Nello spirito della Regola si preghi ogni giorno in comune per il Sommo Pontefice e per l’Episcopato della Chiesa, per le necessità del mondo, per il Popolo santo di Dio e per la nostra famiglia trinitaria, per gli schiavi e i poveri, per i genitori e i benefattori.

Culto della Santissima Trinità

50. I nostri frati onorino con tutte le forze e con speciale devozione la Santissima Trinità, e cerchino nella propria vita di “rendere presenti e quasi visibili Dio Padre e il Figlio suo incarnato, rinnovandosi e purificandosi continuamente sotto la guida dello Spirito Santo” [75].
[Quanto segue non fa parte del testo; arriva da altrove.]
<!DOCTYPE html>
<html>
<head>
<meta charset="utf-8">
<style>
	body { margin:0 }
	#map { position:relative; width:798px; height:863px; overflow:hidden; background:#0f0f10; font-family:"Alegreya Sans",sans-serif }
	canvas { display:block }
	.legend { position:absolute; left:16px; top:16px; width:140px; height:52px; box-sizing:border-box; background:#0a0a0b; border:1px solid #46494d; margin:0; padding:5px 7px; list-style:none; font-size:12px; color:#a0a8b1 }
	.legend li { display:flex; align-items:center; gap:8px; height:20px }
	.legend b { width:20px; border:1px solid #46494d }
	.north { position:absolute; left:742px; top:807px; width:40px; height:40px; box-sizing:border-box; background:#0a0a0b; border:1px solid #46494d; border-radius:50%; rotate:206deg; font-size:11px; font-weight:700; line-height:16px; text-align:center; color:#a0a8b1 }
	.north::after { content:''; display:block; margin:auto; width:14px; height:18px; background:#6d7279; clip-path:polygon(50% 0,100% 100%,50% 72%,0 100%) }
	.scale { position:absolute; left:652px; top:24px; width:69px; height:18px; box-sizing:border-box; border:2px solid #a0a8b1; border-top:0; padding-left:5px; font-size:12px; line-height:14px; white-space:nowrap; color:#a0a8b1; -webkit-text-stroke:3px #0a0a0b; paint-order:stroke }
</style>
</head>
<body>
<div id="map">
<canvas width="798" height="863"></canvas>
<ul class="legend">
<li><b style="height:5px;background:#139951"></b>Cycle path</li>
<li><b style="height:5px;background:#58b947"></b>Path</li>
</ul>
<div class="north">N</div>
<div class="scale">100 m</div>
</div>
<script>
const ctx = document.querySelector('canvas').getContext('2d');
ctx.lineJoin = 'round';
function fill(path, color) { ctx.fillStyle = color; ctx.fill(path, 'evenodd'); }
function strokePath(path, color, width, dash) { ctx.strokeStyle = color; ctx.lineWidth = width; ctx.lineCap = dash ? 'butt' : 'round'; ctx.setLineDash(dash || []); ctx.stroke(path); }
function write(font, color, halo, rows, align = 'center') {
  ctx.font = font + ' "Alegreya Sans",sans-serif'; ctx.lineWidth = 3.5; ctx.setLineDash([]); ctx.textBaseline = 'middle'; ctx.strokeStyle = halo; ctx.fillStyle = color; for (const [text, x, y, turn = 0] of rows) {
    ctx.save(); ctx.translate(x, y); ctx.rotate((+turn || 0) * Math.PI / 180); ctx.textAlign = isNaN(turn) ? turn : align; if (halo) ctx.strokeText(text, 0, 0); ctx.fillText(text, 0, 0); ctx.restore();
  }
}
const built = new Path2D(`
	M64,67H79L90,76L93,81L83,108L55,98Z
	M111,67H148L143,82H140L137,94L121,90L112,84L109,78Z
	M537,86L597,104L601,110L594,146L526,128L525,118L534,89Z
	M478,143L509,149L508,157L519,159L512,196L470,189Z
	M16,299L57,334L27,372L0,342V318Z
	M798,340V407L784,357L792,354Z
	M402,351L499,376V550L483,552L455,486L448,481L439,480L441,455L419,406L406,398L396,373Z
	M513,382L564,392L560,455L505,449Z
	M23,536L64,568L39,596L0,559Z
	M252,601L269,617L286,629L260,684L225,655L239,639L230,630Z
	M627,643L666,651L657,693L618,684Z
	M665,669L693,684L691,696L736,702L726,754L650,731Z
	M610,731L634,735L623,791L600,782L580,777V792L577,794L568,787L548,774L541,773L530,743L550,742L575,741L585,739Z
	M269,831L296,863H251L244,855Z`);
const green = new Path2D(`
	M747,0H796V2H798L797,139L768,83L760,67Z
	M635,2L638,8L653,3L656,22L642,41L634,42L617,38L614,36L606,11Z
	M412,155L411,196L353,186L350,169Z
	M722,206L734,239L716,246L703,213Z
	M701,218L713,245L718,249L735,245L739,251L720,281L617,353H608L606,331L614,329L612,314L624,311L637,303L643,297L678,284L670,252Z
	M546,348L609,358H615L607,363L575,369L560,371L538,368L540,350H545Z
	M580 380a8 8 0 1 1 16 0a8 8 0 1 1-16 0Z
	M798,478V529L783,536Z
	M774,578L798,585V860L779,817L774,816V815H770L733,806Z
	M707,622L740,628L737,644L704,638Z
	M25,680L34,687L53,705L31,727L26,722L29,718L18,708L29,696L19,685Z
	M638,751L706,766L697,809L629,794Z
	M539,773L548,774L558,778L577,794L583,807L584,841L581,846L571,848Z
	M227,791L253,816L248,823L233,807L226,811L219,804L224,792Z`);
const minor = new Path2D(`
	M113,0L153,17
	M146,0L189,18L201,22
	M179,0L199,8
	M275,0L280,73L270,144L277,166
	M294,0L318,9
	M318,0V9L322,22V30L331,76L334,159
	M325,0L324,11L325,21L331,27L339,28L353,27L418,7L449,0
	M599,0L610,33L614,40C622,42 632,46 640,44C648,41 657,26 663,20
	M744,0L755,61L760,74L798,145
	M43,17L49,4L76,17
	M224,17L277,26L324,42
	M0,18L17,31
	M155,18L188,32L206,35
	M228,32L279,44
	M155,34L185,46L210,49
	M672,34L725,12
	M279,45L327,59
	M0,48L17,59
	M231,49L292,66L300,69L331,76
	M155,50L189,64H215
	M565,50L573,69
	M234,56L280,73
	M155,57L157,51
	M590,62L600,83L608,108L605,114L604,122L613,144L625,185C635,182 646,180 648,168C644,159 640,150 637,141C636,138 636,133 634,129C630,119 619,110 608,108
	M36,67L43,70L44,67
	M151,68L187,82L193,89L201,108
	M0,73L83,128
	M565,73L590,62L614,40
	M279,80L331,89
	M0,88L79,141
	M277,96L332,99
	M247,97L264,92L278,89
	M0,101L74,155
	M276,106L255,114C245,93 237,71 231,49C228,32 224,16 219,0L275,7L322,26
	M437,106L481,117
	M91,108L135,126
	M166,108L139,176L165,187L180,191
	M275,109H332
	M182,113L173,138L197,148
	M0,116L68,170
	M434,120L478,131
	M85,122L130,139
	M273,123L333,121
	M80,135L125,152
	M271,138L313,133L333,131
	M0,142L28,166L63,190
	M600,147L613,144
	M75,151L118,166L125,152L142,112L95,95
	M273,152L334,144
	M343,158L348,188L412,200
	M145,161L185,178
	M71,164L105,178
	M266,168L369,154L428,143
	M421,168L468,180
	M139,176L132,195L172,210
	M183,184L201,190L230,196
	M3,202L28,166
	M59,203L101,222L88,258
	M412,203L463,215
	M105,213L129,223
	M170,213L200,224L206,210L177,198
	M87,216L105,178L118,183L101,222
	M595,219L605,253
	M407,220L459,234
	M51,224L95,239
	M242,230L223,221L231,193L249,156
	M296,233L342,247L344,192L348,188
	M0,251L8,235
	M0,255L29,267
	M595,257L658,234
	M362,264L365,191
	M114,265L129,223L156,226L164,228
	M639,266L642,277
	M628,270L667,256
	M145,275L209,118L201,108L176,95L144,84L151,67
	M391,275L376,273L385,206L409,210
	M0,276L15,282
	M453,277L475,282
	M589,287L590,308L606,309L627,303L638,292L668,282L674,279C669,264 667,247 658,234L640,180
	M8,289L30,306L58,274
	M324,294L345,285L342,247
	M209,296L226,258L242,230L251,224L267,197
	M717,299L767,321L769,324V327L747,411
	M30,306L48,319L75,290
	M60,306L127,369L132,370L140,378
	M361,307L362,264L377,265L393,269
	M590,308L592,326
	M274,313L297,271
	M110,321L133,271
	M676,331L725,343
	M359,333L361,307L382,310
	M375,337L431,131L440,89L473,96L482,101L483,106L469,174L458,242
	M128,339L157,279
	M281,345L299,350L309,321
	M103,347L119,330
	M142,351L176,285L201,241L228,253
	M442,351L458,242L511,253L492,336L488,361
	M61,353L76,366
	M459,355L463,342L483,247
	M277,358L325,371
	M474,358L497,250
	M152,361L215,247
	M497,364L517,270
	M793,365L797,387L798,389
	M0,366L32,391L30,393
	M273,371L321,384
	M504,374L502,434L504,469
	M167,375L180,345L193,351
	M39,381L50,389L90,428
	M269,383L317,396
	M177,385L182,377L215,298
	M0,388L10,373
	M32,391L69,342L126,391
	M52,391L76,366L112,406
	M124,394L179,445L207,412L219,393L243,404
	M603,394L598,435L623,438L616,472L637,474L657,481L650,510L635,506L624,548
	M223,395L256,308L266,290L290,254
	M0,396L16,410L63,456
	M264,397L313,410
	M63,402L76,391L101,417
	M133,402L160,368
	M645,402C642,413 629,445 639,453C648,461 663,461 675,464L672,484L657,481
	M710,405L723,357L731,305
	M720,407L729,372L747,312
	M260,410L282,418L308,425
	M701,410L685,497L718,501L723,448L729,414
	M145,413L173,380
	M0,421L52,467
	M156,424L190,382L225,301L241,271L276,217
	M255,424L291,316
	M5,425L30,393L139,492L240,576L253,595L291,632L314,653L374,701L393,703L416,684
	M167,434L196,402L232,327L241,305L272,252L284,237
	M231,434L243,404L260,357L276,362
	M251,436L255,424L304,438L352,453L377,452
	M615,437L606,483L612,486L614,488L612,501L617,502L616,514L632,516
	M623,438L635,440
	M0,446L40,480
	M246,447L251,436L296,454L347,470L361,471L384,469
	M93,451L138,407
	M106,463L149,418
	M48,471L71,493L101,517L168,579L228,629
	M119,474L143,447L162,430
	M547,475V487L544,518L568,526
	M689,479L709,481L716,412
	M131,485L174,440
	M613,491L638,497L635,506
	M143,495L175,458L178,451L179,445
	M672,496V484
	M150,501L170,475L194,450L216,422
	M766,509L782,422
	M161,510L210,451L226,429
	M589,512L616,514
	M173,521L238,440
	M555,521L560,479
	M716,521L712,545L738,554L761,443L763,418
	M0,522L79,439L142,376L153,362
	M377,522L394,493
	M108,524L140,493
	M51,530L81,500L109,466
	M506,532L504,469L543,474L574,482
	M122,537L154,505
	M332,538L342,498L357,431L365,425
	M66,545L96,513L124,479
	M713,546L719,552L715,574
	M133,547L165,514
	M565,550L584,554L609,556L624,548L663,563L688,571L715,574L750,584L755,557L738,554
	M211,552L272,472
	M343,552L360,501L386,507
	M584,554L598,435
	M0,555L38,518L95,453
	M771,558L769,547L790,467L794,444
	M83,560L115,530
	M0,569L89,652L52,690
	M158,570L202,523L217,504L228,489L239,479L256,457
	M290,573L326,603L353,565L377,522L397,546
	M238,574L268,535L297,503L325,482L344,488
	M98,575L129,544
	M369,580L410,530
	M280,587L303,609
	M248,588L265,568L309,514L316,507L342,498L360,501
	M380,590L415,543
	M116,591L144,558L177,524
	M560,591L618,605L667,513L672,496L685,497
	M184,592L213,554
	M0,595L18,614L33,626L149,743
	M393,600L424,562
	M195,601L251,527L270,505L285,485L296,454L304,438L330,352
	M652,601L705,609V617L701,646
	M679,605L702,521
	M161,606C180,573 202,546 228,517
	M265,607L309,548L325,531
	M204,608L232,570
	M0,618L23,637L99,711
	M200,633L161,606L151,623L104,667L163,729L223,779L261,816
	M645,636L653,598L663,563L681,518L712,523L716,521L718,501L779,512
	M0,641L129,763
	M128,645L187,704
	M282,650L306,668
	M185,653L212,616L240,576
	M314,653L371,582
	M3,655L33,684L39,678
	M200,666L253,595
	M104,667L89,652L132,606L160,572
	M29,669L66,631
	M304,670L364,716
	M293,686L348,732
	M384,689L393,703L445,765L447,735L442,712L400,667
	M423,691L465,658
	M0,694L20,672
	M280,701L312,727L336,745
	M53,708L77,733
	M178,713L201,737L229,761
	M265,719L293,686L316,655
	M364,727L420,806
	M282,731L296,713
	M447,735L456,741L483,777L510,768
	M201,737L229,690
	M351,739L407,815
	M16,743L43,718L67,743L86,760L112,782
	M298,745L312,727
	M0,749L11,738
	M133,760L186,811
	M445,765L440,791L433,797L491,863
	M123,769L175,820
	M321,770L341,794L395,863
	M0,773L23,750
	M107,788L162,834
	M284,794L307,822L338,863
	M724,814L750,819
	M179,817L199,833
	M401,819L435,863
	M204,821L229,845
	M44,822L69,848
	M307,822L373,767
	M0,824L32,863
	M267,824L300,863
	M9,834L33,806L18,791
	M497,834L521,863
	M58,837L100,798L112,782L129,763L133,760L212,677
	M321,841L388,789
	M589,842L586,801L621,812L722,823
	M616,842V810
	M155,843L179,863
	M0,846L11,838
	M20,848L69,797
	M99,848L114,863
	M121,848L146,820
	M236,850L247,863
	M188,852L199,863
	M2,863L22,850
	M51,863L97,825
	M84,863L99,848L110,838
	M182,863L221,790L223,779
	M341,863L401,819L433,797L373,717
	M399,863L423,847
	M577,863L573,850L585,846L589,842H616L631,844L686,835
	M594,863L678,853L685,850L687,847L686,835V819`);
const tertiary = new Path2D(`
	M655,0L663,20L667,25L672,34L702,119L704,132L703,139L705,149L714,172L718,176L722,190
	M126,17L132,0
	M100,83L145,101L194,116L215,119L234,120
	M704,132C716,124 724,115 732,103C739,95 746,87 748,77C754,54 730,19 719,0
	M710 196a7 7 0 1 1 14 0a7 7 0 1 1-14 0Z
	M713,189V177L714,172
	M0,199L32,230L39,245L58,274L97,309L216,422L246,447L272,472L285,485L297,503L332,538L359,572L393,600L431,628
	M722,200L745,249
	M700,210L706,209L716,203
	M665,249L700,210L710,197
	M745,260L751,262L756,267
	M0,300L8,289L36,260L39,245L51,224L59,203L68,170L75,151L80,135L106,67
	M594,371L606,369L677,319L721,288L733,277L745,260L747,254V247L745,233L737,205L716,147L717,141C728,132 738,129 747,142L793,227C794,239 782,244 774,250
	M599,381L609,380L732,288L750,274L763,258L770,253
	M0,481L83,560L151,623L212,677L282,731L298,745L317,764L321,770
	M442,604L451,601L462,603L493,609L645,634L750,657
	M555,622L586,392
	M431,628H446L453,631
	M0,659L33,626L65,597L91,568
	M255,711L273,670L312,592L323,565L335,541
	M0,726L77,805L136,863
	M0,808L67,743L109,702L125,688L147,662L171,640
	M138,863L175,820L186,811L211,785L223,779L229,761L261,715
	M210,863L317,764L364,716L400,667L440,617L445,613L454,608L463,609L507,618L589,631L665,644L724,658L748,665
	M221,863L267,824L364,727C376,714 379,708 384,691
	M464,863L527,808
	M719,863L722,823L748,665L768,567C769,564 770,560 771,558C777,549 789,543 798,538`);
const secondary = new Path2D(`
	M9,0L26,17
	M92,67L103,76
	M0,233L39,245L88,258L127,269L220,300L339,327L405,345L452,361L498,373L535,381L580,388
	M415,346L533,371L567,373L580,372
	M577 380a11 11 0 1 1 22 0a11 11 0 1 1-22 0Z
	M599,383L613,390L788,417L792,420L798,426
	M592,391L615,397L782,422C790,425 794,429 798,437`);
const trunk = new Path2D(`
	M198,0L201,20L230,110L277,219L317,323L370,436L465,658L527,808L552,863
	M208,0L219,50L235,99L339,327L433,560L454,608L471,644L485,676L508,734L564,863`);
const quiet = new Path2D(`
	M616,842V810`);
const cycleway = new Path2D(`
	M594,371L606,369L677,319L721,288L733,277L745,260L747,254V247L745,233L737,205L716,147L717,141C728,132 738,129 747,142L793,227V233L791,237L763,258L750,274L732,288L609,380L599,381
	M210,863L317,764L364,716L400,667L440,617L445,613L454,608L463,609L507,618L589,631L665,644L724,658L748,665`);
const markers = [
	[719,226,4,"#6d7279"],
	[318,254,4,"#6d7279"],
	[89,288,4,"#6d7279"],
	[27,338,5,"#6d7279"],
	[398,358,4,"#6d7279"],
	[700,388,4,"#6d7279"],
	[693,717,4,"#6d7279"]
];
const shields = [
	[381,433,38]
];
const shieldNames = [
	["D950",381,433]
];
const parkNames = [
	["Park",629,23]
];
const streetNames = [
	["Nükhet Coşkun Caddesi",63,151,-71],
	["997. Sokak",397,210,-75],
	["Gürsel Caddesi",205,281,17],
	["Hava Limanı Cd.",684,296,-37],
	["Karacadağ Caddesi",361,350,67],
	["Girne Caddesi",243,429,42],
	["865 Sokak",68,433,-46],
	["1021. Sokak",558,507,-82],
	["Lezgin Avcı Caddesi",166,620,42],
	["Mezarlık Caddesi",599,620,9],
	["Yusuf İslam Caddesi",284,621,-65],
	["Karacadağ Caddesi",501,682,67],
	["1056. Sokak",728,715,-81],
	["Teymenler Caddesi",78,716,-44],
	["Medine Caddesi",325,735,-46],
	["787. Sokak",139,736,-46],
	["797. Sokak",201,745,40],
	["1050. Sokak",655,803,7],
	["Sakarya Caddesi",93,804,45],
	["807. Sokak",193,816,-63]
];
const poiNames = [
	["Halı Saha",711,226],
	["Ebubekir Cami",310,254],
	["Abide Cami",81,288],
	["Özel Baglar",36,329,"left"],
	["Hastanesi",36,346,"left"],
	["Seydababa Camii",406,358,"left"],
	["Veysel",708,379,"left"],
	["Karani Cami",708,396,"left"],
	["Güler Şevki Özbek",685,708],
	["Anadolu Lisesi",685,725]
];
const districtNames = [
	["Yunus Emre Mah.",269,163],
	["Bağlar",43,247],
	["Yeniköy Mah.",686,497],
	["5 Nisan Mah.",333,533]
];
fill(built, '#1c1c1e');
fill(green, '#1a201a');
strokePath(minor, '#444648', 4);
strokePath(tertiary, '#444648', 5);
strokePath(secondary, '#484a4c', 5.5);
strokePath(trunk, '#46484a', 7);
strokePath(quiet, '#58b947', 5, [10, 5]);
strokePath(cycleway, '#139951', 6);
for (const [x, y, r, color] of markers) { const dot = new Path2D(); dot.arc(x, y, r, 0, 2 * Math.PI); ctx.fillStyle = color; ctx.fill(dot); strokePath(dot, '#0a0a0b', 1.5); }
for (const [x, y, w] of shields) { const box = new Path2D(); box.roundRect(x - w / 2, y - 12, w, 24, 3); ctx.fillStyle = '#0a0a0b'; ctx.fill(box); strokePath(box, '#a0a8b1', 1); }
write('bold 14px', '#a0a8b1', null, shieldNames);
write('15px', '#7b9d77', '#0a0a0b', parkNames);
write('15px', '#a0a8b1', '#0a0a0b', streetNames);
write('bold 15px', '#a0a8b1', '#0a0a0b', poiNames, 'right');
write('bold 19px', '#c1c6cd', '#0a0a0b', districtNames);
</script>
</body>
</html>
Perché possano ottenere ciò che pienamente, tra gli altri esercizi ammessi nell’Ordine, cerchino di conservare i seguenti:

-intitolare case e chiese alla Santissima Trinità;

-celebrare solennemente ogni anno la festa dell’augusta Trinità, titolare dell’Ordine, solennità nella quale venga rinnovata la consacrazione a questo mistero;

-celebrare il giovedì, quando non lo vietano le rubriche, la Messa votiva e l’Ufficio della Trinità;

-recitare ogni giorno la corona del trisagio [76].

Si ricordino poi, che ogni cosa fatta a gloria della Trinità, li conduce a vivere una vita di amore e di comunione con le Tre Persone, e che in questa vita consiste la loro speciale vocazione.

Culto del Santissimo Redentore

51. Poiché Dio Padre ha voluto benignamente rivelarsi a noi per il Figlio nello Spirito Santo specialmente nell’economia della salvezza, un solo e medesimo vincolo lega i nostri frati sia alla Santissima Trinità che a Cristo Redentore. Per questo i nostri Padri si conformano a Cristo Redentore nell’esercizio delle opere di misericordia e, tributandogli venerazione e amore, esercitarono virtù eroiche nel redimere gli schiavi e nel soccorrere gli infermi talora colpiti anche dalla peste, con pericolo perfino della loro vita.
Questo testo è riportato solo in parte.